Shortly after reading my email, this car dealer bought a TDI model at an auction and registered it under his own name. Then he contacted Volkswagen, submitted the paperwork that showed the vehicle was now his, and received a $10,000 profit.
Of course, that money was intended for the actual owners of a Volkswagen diesel, and not a dealer who doesn’t inform the prior owner of the windfall and earns the profit on the sly.
There were a few stories I heard over these past months regarding dealers who did exactly what he did. In some cases, the car was put in the name of a family member. In others, the car was put in the name of an employee who got a cut of the profits.
No matter the process, the outcome is always the same: The prior owner only gets a small partial reimbursement, and the dealer gets to pocket everything else [ED. NOTE: This statement has been updated for accuracy]. But proving a specific case with documentation was something I never thought would be a reality.

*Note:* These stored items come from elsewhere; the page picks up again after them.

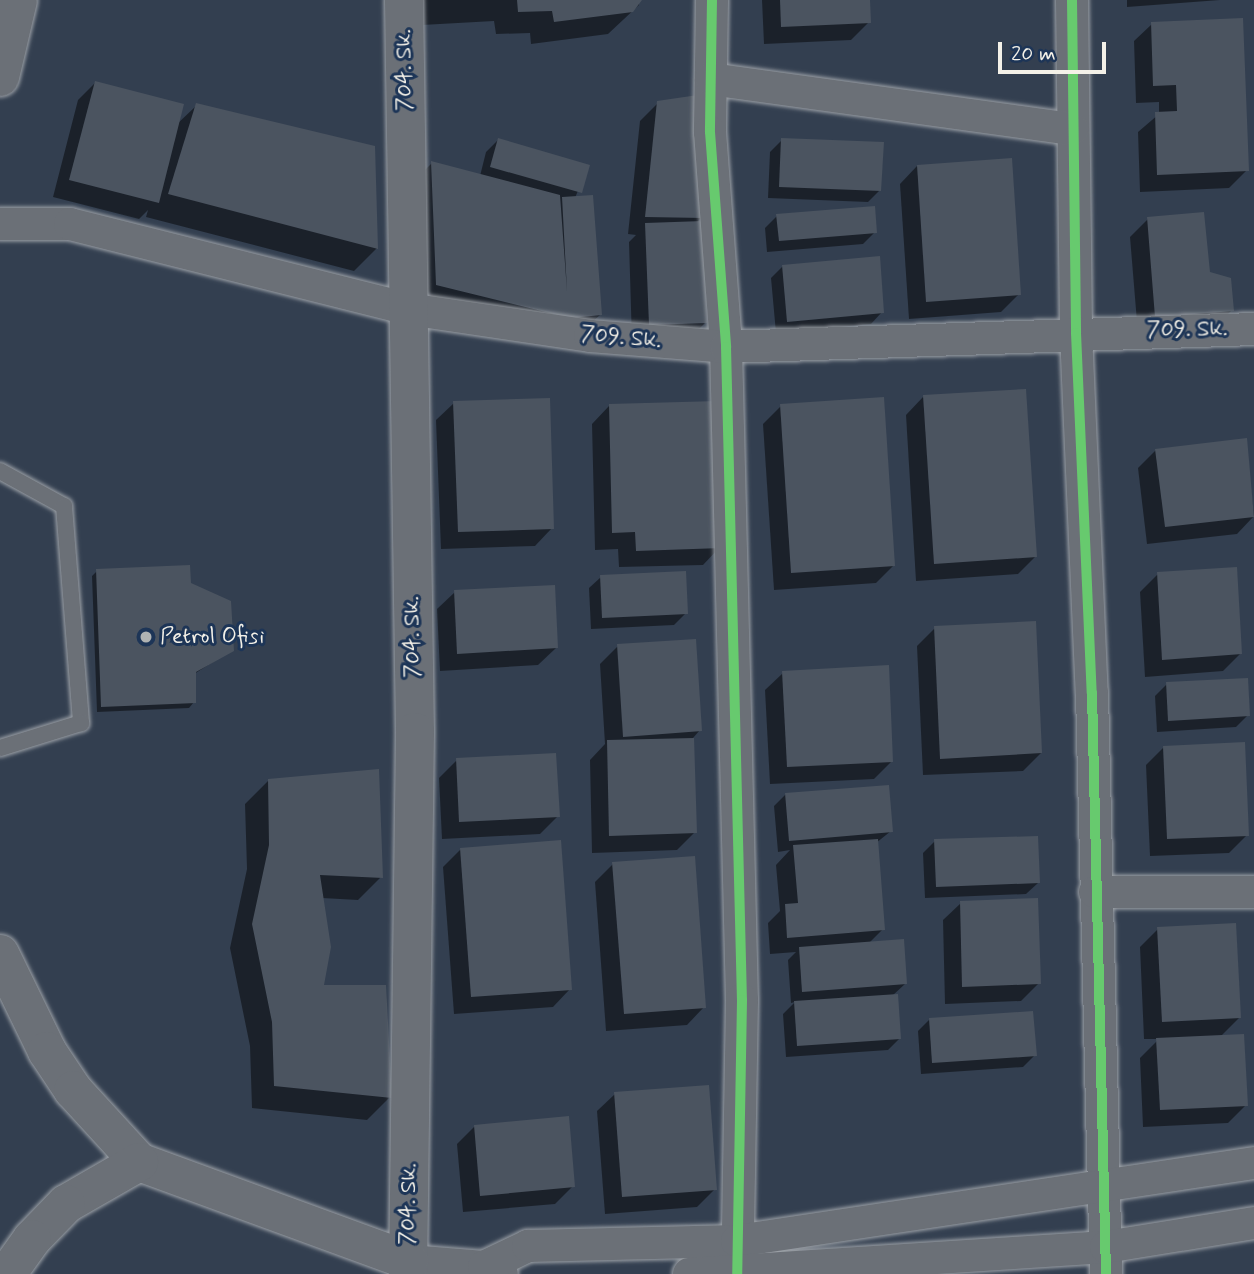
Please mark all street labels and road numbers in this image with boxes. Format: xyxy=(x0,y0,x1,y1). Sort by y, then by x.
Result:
street label: 704. Sk. xyxy=(390,29,420,111)
street label: 709. Sk. xyxy=(1146,315,1228,345)
street label: 709. Sk. xyxy=(580,321,662,355)
street label: 704. Sk. xyxy=(398,596,428,678)
street label: 704. Sk. xyxy=(394,1163,424,1245)

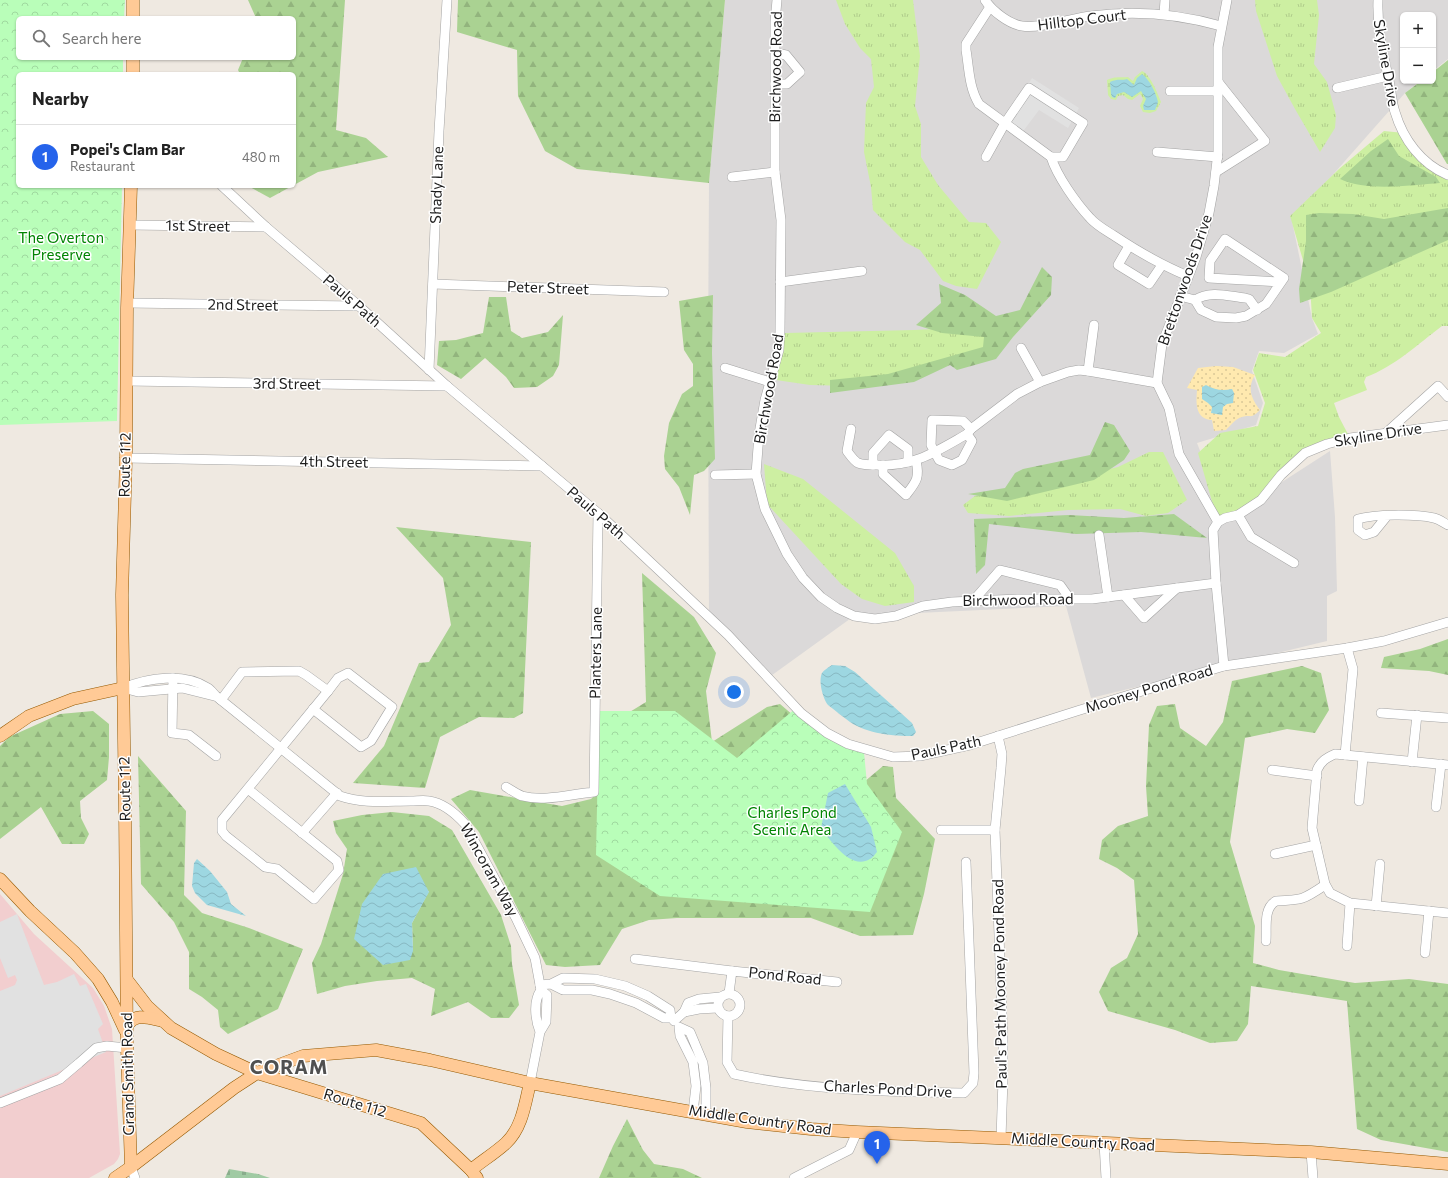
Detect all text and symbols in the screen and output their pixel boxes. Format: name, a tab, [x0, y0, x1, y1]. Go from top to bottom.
street label: Hilltop Court	[1036, 5, 1127, 33]
street label: Birchwood Road	[765, 11, 785, 123]
map controls	[1400, 12, 1436, 84]
button: +	[1400, 12, 1436, 48]
search box	[16, 16, 296, 60]
street label: Skyline Drive	[1370, 18, 1404, 108]
icon: search	[30, 27, 52, 49]
text: Search here	[62, 29, 141, 47]
button: −	[1400, 48, 1436, 84]
text: Nearby	[32, 88, 89, 109]
text: Popei's Clam Bar	[70, 140, 185, 158]
street label: Shady Lane	[426, 146, 446, 224]
text: 1	[42, 149, 48, 165]
text: 480 m	[242, 149, 280, 165]
text: Restaurant	[70, 158, 135, 174]
street label: Brettonwoods Drive	[1153, 212, 1215, 347]
street label: 1st Street	[166, 215, 230, 235]
park label: The Overton Preserve	[18, 228, 104, 263]
street label: Pauls Path	[320, 270, 385, 330]
street label: Peter Street	[507, 277, 589, 297]
street label: 2nd Street	[207, 294, 279, 314]
street label: Birchwood Road	[749, 332, 787, 445]
street label: 3rd Street	[253, 373, 321, 393]
street label: Skyline Drive	[1333, 418, 1423, 450]
street label: Route 112	[114, 432, 134, 498]
street label: 4th Street	[299, 451, 369, 471]
street label: Pauls Path	[564, 482, 629, 542]
street label: Birchwood Road	[962, 589, 1074, 609]
street label: Planters Lane	[585, 607, 605, 699]
street label: Mooney Pond Road	[1083, 660, 1215, 716]
your location	[724, 682, 744, 702]
street label: Pauls Path	[909, 731, 982, 763]
street label: Route 112	[114, 756, 134, 822]
park label: Charles Pond Scenic Area	[747, 803, 837, 838]
street label: Wincoram Way	[457, 820, 523, 919]
street label: Paul's Path Mooney Pond Road	[988, 879, 1010, 1089]
street label: Pond Road	[748, 962, 822, 988]
street label: Grand Smith Road	[117, 1012, 137, 1136]
district label: CORAM	[250, 1055, 328, 1078]
street label: Charles Pond Drive	[823, 1076, 953, 1100]
street label: Route 112	[322, 1084, 389, 1120]
street label: Middle Country Road	[688, 1100, 833, 1138]
street label: Middle Country Road	[1011, 1128, 1156, 1154]
pin: 1	[864, 1131, 890, 1164]

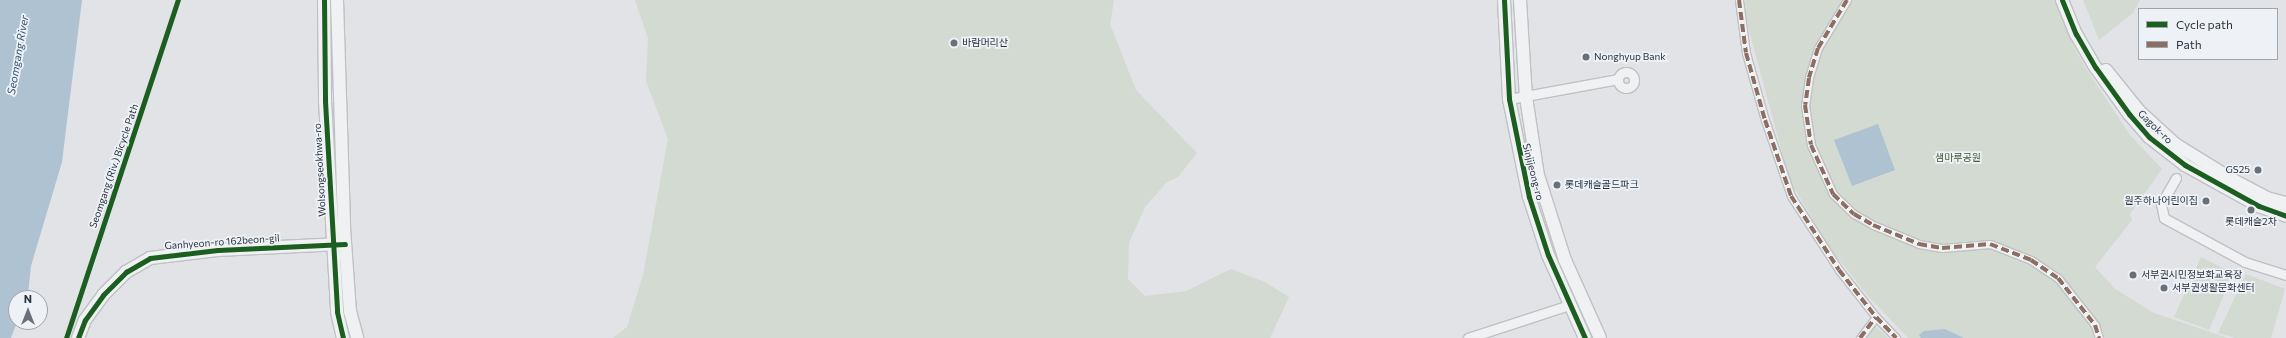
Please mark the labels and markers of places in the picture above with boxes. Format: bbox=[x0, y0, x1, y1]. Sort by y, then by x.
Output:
place label: 바람머리산 bbox=[962, 37, 1008, 49]
marker: 바람머리산 bbox=[949, 38, 959, 48]
place label: Nonghyup Bank bbox=[1594, 51, 1666, 63]
marker: Nonghyup Bank bbox=[1581, 52, 1591, 62]
place label: GS25 bbox=[2226, 164, 2250, 176]
marker: GS25 bbox=[2253, 165, 2263, 175]
place label: 롯데캐슬골드파크 bbox=[1565, 179, 1639, 191]
marker: 롯데캐슬골드파크 bbox=[1552, 180, 1562, 190]
place label: 원주하나어린이집 bbox=[2124, 195, 2198, 207]
marker: 원주하나어린이집 bbox=[2201, 196, 2211, 206]
marker: 롯데캐슬2차 bbox=[2246, 205, 2256, 215]
place label: 롯데캐슬2차 bbox=[2225, 216, 2277, 228]
place label: 서부권시민정보화교육장 bbox=[2141, 269, 2242, 281]
marker: 서부권시민정보화교육장 bbox=[2128, 270, 2138, 280]
place label: 서부권생활문화센터 bbox=[2172, 282, 2255, 294]
marker: 서부권생활문화센터 bbox=[2159, 283, 2169, 293]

I wasn’t the least bit surprised that the cheaters at Volkswagen were getting cheated by those who knew how to cheat. This is the car business, where swindlers will swindle, most fees are bogus, and the marketplace rewards the clever while punishing the naive.
What annoyed me to no end was that this dealer was screwing the prior owner—someone he never even met—by putting the title in his name and collecting the check.
He knew the details of the VW buyback program, and the chance of getting caught was virtually nil. He received the profit meant to protect the prior owner, and that profit was to the tune of over ten thousand dollars.
In fact, he may not have even committed a crime. Legally, he was now an owner. The car was in his name. Could he argue that his goal was to drive the vehicle as a daily driver? Absolutely. Did the victim know that they were getting victimized? Not at all.
There is plenty of blame to go around for this practice, which could be viewed as legalized theft or fraud by deception. Volkswagen has been the enabler of this behavior at the dealer level. For well over a year, cars like that 2011 Jetta TDI have been purchased by those who know how to get paid for the recall, at the cost of consumers who aren’t savvy to Volkswagen’s registration loopholes.
The smart thing for Volkswagen to do would have been to institute a cutoff date for registering the 400,000 plus vehicles. This way those who bought the vehicles before that date could be rightly compensated.
Volkswagen chose not to do that. Instead of telling the public on September 18, 2015, that they would only reimburse owners who purchased these vehicles before that date, Volkswagen left the door completely open for any car dealer to screw owners and massively profit from the scandal.
Over the past year or so, the folks who traded in their vehicles didn’t get a penny if the title was converted to another person’s name.
None of these vehicles would have been approved for these car dealers under VW’s Buyback Program had the titles been kept in the prior owner’s name. By self-dealing these recalled vehicles, and putting them in their own name, a used-car dealer can easily exploit this loophole and earn a windfall.
So who loses besides the owner? Not Volkswagen. Believe it or not, VW lose a single penny from this behavior. That $18,000 check is going to go to whoever happens to be the registered owner of that specific vehicle. If it’s a dealer, then maybe all the better. After all, VW has to earn back the goodwill of its dealer community as well as the public.
Hundreds of vehicles could have been targeted at auctions as Volkswagens subject to the recall. The rightful owners could have been contacted and directly compensated for their loss, and the cars could have been stored to make this recall an easier process.
Does Volkswagen care about any of this? I doubt it.